Membrane Type 1 Matrix Metalloproteinase Expression in Human Atherosclerotic Plaques
Evidence for Activation by Proinflammatory Mediators
Background—Matrix metalloproteinases (MMPs) are expressed in atherosclerotic plaques, where in their active form, they may contribute to vascular remodeling and plaque disruption. In this study, we tested the hypothesis that membrane type 1 MMP (MT1-MMP), a novel transmembrane MMP that activates pro-MMP-2 (gelatinase A), is expressed in human atherosclerotic plaques and that its expression is regulated by proinflammatory molecules.
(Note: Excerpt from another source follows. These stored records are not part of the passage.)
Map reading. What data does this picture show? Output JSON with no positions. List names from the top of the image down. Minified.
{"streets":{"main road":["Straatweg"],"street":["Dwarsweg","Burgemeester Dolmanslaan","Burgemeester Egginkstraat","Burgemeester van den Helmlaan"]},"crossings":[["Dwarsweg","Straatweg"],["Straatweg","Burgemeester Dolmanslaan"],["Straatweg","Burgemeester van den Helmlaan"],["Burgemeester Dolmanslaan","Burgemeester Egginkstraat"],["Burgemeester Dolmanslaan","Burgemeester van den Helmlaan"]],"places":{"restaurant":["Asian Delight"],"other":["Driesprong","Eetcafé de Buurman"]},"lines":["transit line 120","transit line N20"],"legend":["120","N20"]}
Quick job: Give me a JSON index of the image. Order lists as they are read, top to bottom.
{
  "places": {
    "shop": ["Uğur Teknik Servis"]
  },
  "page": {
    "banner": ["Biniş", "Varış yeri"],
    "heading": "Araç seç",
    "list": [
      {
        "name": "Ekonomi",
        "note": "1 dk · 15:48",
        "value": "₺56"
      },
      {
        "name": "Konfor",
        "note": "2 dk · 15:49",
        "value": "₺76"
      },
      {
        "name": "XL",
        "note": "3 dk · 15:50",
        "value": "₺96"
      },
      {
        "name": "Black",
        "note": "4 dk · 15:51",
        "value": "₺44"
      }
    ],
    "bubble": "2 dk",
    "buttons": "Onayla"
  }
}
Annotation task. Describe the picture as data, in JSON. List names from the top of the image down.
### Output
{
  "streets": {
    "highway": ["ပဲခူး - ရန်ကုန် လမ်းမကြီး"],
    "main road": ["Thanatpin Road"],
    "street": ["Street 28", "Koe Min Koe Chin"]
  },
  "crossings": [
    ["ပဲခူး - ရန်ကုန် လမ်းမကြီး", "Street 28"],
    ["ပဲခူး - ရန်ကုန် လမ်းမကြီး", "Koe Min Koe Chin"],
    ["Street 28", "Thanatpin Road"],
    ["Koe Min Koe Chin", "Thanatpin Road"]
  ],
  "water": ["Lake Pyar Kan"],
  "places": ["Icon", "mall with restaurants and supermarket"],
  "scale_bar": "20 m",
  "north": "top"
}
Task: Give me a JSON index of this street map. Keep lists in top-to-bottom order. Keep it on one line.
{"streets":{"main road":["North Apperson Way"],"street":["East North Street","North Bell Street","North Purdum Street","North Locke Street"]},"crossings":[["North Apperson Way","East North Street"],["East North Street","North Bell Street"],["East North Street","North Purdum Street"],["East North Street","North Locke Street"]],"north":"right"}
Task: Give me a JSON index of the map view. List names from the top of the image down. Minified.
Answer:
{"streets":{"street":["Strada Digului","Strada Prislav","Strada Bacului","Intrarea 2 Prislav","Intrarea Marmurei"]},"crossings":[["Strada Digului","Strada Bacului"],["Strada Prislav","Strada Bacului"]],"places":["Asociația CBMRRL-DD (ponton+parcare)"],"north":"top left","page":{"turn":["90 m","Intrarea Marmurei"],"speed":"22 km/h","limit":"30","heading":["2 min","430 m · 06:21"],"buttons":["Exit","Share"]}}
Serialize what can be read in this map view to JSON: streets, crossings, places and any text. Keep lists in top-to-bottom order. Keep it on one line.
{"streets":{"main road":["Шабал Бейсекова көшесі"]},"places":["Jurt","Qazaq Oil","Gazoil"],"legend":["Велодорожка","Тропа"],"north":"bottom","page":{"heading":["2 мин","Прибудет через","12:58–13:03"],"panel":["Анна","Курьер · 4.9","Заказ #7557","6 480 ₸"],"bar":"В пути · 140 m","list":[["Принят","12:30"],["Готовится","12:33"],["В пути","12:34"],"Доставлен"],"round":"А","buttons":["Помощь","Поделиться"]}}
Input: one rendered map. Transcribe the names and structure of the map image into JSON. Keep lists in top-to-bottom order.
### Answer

Methods and Results—MT1-MMP expression was examined in normal and atherosclerotic human arteries by immunocytochemistry with specific antibodies. MT1-MMP expression in human saphenous vein–derived smooth muscle cells (SMCs) maintained in tissue culture was determined under basal conditions and in response to proinflammatory molecules (interleukin [IL]-1α, tumor necrosis factor [TNF]-α, and oxidized LDL [ox-LDL]) by use of Northern blot and ribonuclease protection assays for mRNA, Western blot and immunoprecipitation for protein, and gelatin zymography for catalytic activity. Medial SMCs of normal vessel wall expressed MT1-MMP. In atherosclerotic arteries, MT1-MMP expression was noted within the complex atheroma colocalizing with SMCs and macrophages (Mφ). Cultured SMCs constitutively expressed MT1-MMP mRNA and protein, which increased 2- to 4-fold over control in a time-dependent manner within 4 to 8 hours of exposure to IL-1α, TNF-α, and ox-LDL (thiobarbituric acid–reactive substances, 13.4 nmol/mg LDL protein), whereas native LDL had no effect. Flow cytometry revealed MT1-MMP expression by human monocyte-derived Mφ, which increased 3.8-fold over baseline within 6 hours after exposure to 10 ng/mL TNF-α.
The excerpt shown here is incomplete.